When we are pressed for time, it is easy to discount someone exerting their power and authority through the use of “No” as just being obstinate or difficult.  Seek to find that underlying cause, without judgement or patronizing.  This aged individual has probably forgotten more than you currently know and has seen life through many transitions.  A gentle, understanding and cooperative spirit often gives such an entrenched person a sense of significance and value, and helps bring them around to more positive decision making.  It’s certainly easier on the heart than frustration and annoyance, and lifts the Love vibe to a shining level.

Remember always that this person has seen more, dreamed more, lost more and had to be stronger than you may ever face. Don’t demand. Don’t demean. Offer dignity, respect and the time to really hear what’s on their heart. This gives us all the power to get to “Yes!”.

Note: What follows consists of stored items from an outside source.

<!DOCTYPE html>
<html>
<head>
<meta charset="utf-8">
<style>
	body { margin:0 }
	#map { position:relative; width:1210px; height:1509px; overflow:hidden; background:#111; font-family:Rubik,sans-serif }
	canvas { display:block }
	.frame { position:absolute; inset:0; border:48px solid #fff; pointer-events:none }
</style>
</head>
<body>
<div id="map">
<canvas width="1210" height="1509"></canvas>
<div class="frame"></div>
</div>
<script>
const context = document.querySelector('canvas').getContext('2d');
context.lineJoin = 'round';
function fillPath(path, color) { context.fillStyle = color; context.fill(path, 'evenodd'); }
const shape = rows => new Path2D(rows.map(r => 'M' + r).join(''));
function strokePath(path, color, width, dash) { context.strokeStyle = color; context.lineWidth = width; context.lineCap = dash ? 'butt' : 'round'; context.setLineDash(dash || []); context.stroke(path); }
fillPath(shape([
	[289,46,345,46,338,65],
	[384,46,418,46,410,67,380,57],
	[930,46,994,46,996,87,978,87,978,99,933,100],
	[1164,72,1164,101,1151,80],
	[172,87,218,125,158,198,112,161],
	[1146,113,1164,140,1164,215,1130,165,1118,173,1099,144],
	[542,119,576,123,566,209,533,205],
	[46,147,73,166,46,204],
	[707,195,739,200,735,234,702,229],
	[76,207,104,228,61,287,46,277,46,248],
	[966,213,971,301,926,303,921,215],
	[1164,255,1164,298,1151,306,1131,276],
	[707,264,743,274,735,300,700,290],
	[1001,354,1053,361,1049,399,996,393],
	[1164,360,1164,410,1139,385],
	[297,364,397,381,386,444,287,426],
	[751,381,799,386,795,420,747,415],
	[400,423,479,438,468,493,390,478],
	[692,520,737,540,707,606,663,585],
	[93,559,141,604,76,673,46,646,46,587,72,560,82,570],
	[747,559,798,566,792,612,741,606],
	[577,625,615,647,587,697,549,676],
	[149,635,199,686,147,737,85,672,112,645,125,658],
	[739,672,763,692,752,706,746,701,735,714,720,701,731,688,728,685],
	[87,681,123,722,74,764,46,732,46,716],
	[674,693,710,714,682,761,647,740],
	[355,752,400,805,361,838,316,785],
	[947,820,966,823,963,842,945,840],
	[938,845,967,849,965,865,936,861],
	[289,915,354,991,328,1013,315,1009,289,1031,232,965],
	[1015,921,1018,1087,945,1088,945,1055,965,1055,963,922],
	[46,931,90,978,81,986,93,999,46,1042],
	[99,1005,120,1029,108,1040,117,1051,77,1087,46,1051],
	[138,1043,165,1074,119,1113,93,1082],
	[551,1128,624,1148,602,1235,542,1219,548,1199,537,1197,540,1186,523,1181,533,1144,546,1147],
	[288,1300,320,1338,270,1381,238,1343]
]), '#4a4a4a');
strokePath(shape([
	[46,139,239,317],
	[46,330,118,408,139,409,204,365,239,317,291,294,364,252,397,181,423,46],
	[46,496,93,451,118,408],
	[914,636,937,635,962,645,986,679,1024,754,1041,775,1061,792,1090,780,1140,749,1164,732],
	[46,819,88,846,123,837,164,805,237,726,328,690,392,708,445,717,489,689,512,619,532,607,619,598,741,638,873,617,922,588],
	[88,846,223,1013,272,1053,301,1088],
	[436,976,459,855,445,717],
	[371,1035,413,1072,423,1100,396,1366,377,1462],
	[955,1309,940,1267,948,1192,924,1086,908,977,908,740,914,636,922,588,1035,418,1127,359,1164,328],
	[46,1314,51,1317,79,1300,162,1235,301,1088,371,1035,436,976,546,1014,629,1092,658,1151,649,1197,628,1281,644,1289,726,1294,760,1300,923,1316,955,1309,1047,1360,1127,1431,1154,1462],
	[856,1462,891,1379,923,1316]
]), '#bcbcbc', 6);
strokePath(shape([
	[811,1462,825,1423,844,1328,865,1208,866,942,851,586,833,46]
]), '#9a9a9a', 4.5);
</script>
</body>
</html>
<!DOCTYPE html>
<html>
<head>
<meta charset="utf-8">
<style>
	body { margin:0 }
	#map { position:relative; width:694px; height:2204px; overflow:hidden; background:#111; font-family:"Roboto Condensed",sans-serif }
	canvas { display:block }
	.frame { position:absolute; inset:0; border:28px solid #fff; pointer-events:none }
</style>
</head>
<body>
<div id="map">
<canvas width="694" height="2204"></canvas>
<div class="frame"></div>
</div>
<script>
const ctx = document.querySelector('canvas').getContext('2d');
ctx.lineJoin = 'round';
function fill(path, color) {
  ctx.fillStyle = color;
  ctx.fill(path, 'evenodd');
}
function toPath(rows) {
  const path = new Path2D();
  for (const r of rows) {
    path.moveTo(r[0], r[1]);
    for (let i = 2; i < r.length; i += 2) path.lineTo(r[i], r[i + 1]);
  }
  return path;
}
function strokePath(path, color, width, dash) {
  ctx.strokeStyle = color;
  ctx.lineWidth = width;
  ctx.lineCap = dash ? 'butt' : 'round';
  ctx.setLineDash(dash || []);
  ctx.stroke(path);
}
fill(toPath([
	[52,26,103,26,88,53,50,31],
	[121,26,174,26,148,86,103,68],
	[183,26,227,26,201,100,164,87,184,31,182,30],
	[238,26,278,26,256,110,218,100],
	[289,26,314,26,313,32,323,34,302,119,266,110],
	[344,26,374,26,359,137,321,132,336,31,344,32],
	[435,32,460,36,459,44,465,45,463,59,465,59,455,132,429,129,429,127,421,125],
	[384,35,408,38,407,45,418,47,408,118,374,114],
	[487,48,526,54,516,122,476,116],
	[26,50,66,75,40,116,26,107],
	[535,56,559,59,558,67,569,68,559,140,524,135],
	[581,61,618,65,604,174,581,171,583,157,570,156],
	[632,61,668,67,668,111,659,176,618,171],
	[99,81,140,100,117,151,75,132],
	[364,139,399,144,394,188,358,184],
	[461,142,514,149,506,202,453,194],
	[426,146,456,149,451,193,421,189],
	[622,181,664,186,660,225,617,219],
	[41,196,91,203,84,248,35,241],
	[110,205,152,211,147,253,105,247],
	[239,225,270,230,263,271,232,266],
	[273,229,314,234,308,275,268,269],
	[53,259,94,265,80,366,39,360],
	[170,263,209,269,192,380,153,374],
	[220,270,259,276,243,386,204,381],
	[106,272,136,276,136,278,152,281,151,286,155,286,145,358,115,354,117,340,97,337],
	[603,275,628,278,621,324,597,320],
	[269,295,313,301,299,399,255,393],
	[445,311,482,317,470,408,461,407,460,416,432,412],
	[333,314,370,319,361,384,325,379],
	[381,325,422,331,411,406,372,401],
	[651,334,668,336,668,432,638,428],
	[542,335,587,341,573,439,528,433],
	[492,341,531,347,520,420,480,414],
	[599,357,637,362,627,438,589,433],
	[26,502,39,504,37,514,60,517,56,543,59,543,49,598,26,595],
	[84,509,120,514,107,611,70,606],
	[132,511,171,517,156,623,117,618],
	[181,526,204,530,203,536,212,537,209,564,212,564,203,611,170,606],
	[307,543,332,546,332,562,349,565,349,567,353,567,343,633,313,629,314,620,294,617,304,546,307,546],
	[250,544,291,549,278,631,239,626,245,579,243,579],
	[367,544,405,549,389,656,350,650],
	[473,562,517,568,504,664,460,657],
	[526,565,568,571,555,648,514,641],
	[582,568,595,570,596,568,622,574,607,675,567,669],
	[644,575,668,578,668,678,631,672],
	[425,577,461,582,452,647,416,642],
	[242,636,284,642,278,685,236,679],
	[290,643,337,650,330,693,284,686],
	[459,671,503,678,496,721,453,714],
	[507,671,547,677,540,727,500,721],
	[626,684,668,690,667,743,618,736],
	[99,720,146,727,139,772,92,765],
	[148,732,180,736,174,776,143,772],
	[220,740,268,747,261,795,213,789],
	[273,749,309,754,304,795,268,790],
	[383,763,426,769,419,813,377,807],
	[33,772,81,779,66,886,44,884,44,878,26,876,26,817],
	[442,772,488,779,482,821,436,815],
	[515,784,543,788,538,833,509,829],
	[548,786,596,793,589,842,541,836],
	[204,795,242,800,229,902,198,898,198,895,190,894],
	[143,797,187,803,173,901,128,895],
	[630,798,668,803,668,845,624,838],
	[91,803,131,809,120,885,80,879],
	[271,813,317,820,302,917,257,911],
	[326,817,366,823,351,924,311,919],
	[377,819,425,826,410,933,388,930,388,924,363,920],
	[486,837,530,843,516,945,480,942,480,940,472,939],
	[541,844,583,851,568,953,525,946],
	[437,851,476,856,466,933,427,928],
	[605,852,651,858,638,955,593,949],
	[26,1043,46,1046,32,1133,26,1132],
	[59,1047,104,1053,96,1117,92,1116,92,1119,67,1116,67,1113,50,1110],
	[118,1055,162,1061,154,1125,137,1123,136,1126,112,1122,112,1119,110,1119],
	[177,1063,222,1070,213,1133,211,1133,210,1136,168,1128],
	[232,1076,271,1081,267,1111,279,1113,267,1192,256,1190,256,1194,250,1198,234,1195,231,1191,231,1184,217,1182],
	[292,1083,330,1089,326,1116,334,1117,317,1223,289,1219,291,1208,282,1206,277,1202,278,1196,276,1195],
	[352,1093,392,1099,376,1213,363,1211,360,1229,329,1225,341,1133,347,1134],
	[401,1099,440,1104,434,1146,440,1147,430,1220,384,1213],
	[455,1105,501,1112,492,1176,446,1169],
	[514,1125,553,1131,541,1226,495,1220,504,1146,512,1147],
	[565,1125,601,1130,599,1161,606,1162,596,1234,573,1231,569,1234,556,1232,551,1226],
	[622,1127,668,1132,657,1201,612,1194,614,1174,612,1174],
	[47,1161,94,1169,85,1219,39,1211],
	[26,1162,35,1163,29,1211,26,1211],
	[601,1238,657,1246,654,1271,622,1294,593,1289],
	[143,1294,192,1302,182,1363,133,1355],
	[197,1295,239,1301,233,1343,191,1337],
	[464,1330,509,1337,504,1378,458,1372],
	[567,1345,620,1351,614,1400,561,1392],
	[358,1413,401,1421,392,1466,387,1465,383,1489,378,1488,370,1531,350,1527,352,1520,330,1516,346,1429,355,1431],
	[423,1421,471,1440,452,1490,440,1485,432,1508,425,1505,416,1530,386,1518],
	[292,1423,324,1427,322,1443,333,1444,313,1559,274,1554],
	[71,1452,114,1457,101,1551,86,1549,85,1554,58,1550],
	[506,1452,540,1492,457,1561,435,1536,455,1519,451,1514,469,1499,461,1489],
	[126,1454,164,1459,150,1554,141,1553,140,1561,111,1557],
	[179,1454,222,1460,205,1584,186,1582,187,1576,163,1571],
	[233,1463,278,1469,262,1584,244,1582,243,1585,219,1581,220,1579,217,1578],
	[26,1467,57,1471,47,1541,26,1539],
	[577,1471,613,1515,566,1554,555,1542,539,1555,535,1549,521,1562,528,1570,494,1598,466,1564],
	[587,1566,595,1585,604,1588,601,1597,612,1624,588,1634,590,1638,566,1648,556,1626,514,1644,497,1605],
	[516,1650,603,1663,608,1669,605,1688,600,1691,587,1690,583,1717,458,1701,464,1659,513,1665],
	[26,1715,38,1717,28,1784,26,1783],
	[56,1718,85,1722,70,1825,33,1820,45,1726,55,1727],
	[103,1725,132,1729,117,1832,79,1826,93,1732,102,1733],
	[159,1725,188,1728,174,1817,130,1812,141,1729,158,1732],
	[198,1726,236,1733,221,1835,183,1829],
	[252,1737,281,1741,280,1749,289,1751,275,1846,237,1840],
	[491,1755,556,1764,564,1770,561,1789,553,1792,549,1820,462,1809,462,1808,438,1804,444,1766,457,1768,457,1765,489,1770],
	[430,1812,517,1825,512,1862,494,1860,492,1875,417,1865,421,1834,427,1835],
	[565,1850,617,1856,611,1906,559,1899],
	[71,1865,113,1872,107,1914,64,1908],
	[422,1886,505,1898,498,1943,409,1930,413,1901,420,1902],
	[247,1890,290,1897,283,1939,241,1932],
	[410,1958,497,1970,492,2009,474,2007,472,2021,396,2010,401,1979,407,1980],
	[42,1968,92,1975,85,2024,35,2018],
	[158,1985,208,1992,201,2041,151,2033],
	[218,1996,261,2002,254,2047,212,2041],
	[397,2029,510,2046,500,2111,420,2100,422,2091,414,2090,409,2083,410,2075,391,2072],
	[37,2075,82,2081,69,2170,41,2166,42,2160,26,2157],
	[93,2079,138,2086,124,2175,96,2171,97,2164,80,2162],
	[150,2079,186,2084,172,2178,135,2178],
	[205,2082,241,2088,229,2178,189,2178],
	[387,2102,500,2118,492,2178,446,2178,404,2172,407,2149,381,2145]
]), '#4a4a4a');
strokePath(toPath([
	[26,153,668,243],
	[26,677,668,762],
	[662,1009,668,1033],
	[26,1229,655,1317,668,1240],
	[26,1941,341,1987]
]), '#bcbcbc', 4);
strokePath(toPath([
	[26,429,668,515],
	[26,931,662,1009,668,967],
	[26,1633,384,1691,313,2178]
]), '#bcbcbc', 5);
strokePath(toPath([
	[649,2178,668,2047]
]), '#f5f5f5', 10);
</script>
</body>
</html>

Blessings to you and your family this day!

Katherine

Welcome to Holding Hands, a map for the Journey of the Aging Family

My name is Katherine Davis.  I am a nurse, mom, retired midwife and passionate advocate for families.  In my younger years, this meant supporting attachment parenting and assisting families with preparing for the birth of their children.  In my current life, I have taken that philosophy of attachment in the family and applied it to the most fragile members, our Elders, as they transition from independence to interdependence in their aging.  Daily, I hear about the challenges the middle generation (my generation) faces trying to balance parenting their children and being advocates for their parents’ changing needs.
I know this struggle, this dance on a tightrope of needs, having raised my teenagers through the last 6 years of my mother’s life, much of that punctuated with medical visits, hospitalizations, unexpected behaviors, and generally a lack of planning and a lot of “crisis” reactivity.  In retrospect, I can see how I could have set us all up (3 generations) for success, but didn’t have the tools to anticipate the needs of my loved ones.  Now I take that knowledge and wish to share it with you, fellow travelers.

 

Thank you for taking the time to read my thoughts.  It is my fondest desire that you find support, hope and maybe a pearl or two of wisdom that is of use to you in your own journey with your aging family.